- Ghoshpur Location in West Bengal, India Ghoshpur Ghoshpur (India)
- Coordinates: 22°27′21″N 88°52′03″E﻿ / ﻿22.455867°N 88.867456°E
- Country: India
- State: West Bengal
- District: North 24 Parganas

Population (2011)
- • Total: 6,606

Languages
- • Official: Bengali, English
- Time zone: UTC+5:30 (IST)
- PIN: 743439
- Telephone/STD code: 03217
- Lok Sabha constituency: Basirhat
- Vidhan Sabha constituency: Sandeshkhali
- Website: north24parganas.nic.in

= Ghoshpur =

Ghoshpur is a village in Sandeshkhali I CD Block in the Basirhat subdivision of the North 24 Parganas district in the state of West Bengal, India.

==Demographics==
As per the 2011 Census of India, Ghoshpur had a total population of 6,606, of which 3,330 (50%) were males and 3,276 (50%) were females. Population below 6 years was 725. The total number of literates in Ghoshpur was 4,293 (73.00% of the population over 6 years).

==Transport==
Sandeshkhali I CD Block is served by Nazat PS. The CD Block headquarters are also located at Nazat, which is across the Besti River.
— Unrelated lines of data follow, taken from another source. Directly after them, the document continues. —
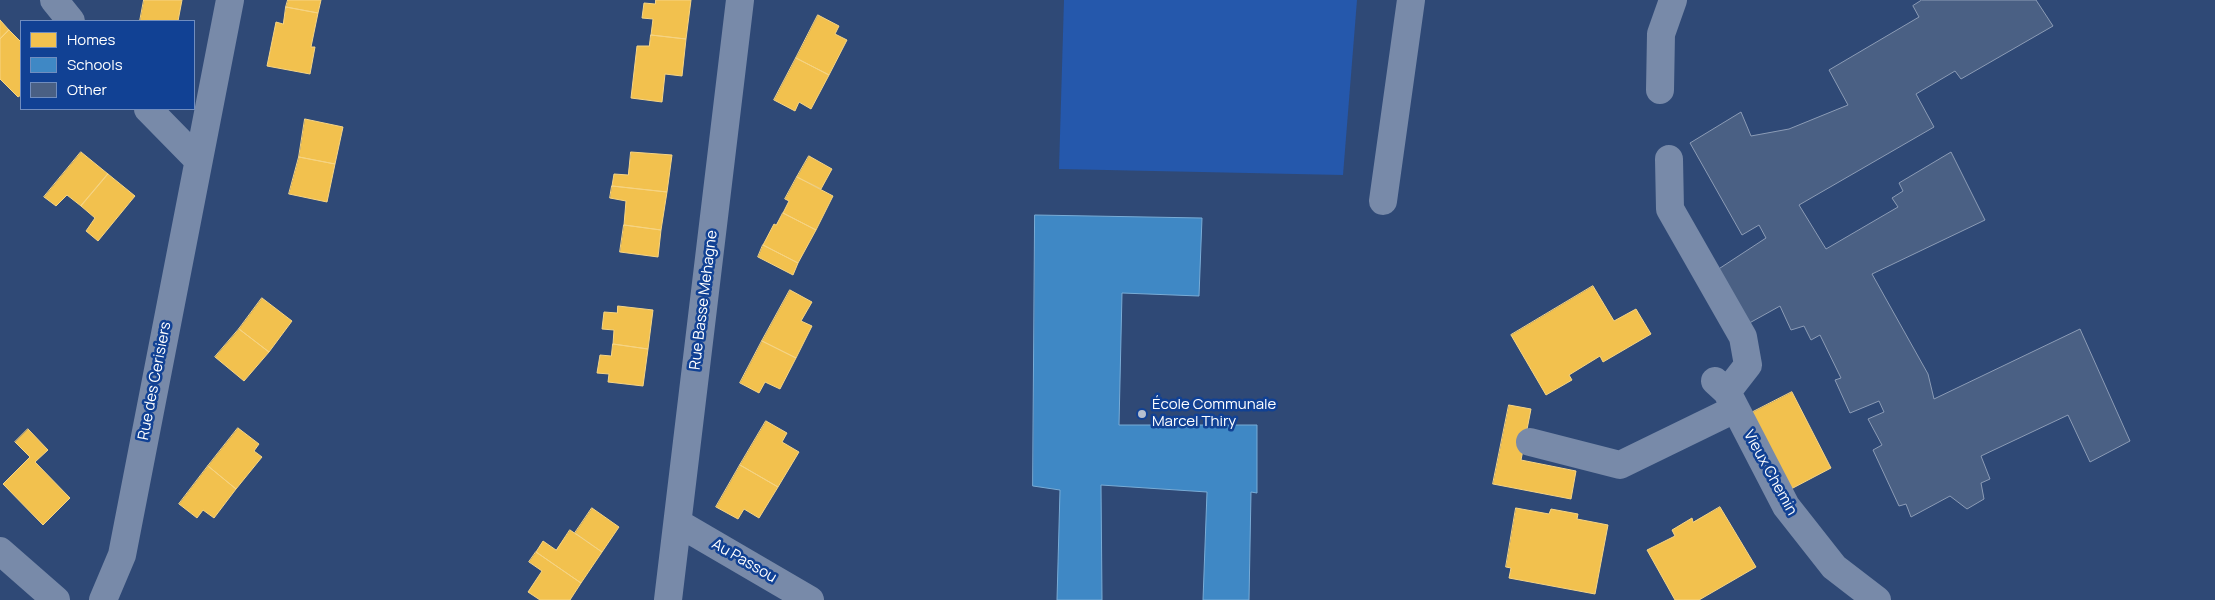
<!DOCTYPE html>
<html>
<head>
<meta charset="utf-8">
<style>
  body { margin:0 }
  #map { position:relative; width:2215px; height:600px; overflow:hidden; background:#2f4976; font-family:Manrope,sans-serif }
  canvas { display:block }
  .legend { position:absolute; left:20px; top:20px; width:175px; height:90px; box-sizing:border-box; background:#114194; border:1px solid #708dbf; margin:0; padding:6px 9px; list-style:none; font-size:15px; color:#fff }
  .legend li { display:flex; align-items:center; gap:10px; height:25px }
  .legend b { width:25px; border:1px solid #708dbf }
</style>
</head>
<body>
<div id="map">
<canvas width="2215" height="600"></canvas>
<ul class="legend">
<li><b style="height:14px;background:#f2c14e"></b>Homes</li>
<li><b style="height:14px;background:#3f88c5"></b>Schools</li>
<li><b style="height:14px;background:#4a6084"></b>Other</li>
</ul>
</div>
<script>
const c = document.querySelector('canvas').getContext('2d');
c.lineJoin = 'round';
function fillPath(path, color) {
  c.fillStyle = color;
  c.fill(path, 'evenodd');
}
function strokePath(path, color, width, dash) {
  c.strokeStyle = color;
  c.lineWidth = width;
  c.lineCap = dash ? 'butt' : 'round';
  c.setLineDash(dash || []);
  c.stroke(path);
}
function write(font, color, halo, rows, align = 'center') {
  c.font = font + ' Manrope,sans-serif';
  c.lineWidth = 5;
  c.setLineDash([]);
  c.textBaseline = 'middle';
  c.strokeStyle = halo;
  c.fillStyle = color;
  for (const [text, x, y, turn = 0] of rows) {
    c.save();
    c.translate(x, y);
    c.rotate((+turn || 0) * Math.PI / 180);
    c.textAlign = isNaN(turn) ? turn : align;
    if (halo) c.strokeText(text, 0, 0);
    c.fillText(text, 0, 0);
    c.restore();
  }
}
fillPath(new Path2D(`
  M 1064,0 L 1357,0 L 1343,175 L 1059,169 Z`), '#2558ac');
const homes = new Path2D(`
  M 144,0 L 182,0 L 178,21 L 140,21 Z
  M 288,0 L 321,0 L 318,13 L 286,7 Z
  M 656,0 L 691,0 L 686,39 L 651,35 L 653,19 L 642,18 L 644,3 L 655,4 Z
  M 286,7 L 318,13 L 311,47 L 315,47 L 310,74 L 267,66 L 276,22 L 283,24 Z
  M 818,15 L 839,26 L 835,34 L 847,40 L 829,75 L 796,58 Z
  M 0,20 L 9,30 L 0,39 Z
  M 9,30 L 21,42 L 21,95 L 18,97 L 0,79 L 0,39 Z
  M 651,35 L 686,39 L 682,76 L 665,74 L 662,102 L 631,98 L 637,46 L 649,46 Z
  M 796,58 L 829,75 L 811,109 L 799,102 L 795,111 L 774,100 Z
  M 305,119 L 343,127 L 335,164 L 299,157 Z
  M 81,152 L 108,174 L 81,206 L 67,195 L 56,206 L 44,197 Z
  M 631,152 L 672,155 L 667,192 L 612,186 L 614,174 L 628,175 Z
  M 809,156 L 832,169 L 821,189 L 797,177 Z
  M 299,157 L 335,164 L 327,202 L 289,194 Z
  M 108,174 L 135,196 L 98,241 L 86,231 L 95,218 L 81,206 Z
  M 797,177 L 833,196 L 816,230 L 783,213 L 789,201 L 785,199 Z
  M 612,186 L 667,192 L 661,230 L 624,225 L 626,201 L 610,198 Z
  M 783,213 L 816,230 L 798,263 L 763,245 L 774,224 L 776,225 Z
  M 624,225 L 661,230 L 658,257 L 620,252 Z
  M 763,245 L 798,263 L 793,275 L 758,257 Z
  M 1593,286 L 1614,321 L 1636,309 L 1651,334 L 1603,362 L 1600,356 L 1569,375 L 1572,380 L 1546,395 L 1511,335 Z
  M 790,290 L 812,302 L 801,321 L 812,326 L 796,358 L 762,341 Z
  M 262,298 L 292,321 L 269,352 L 239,329 Z
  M 618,306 L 653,310 L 648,349 L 613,344 L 614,330 L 602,329 L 604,312 L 617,313 Z
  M 239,329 L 269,352 L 244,381 L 215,357 Z
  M 762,341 L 796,358 L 780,389 L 765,382 L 759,393 L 740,383 Z
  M 613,344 L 648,349 L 643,386 L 608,382 L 609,374 L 597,373 L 600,355 L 611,356 Z
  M 1792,392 L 1831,468 L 1791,489 L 1751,413 Z
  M 1509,405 L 1531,409 L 1521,460 L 1576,471 L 1571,499 L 1493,484 Z
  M 766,421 L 787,433 L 782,442 L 799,452 L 778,487 L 740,465 Z
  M 238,428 L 259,444 L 254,451 L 262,457 L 236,489 L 208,466 Z
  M 28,429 L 48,450 L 35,462 L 70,498 L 43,525 L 3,484 L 30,457 L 15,442 Z
  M 740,465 L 778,487 L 759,518 L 744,509 L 738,519 L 716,507 Z
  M 208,466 L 236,489 L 214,518 L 203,510 L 197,518 L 179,504 Z
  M 1720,507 L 1756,567 L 1699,600 L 1675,600 L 1647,550 L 1675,536 L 1672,530 L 1692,518 L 1693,522 Z
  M 592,508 L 619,527 L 602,552 L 575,533 Z
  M 1516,508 L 1549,514 L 1551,509 L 1578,514 L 1577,519 L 1608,525 L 1595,594 L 1509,578 L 1511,568 L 1506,567 Z
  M 570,530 L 602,552 L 581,583 L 536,552 L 543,541 L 556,550 Z
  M 536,552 L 581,583 L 570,600 L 540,600 L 528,592 L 542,571 L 529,562 Z`);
fillPath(homes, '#f2c14e');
strokePath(homes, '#f6d483', 1);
const schools = new Path2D(`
  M 1035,215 L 1202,218 L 1199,296 L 1122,293 L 1119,425 L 1257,425 L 1257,493 L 1251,492 L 1249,600 L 1203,600 L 1207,492 L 1101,485 L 1102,600 L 1057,600 L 1060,490 L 1033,486 Z`);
fillPath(schools, '#3f88c5');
strokePath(schools, '#79acd6', 1);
const building = new Path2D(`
  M 1922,0 L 2036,0 L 2053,26 L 1961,79 L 1955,71 L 1916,94 L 1934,127 L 1799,205 L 1826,249 L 1898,207 L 1892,198 L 1903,191 L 1899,183 L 1951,152 L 1985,220 L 1872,274 L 1928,374 L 1934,399 L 2080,329 L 2130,441 L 2090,462 L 2068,415 L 1981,456 L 1990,479 L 1981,483 L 1984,499 L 1967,509 L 1950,496 L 1911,517 L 1906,504 L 1899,506 L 1873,450 L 1882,445 L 1868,419 L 1884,412 L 1879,401 L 1850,413 L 1835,380 L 1841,378 L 1820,335 L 1811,340 L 1804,326 L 1791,330 L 1780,306 L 1744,326 L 1714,272 L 1766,238 L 1759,225 L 1742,235 L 1690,143 L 1741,112 L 1751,136 L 1789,129 L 1848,105 L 1829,70 L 1919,17 L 1913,6 Z`);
fillPath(building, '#4a6084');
strokePath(building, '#8c9cb6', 1);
strokePath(new Path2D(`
  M 54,0 L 71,21
  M 1660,90 L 1661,34 L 1673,0
  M 148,109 L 198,160
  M 1669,159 L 1670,209 L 1743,337 L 1748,365 L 1727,392
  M 1383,201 L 1411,0
  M 1715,381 L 1727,392 L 1786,506 L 1834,567 L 1877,600
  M 1530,442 L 1620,465 L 1735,409
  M 678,523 L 810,600
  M 0,551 L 56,600
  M 103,600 L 122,555 L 230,0
  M 668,600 L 740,0`), '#788aa9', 28);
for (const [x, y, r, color] of [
  [1142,414,5,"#b6bfcf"]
]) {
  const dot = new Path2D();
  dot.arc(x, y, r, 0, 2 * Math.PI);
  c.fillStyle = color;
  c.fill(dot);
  strokePath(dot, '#114194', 2);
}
write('15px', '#fff', '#114194', [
  ["Rue Basse Mehagne",704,300,-83],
  ["Rue des Cerisiers",155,381,-79],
  ["Vieux Chemin",1770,473,61],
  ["Au Passou",744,561,30]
]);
write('15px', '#fff', '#114194', [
  ["École Communale",1152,405],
  ["Marcel Thiry",1152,422]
], 'left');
</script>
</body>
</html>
One can reach Nazat by ferry from Ghoshpur ferry ghat to Boyermari ferryghat at Nazat.

==Education==
Kalinagar Mahavidyalaya at Kalinagar is located nearby.

==Healthcare==
Ghoshpur Rural Hospital at Ghoshpur with 30 beds functions as the main medical facility in Sandeshkhali I CD Block. There are primary health centres at Agarbati (Hatgachia PHC with 10 beds) and Nazat (with 6 beds).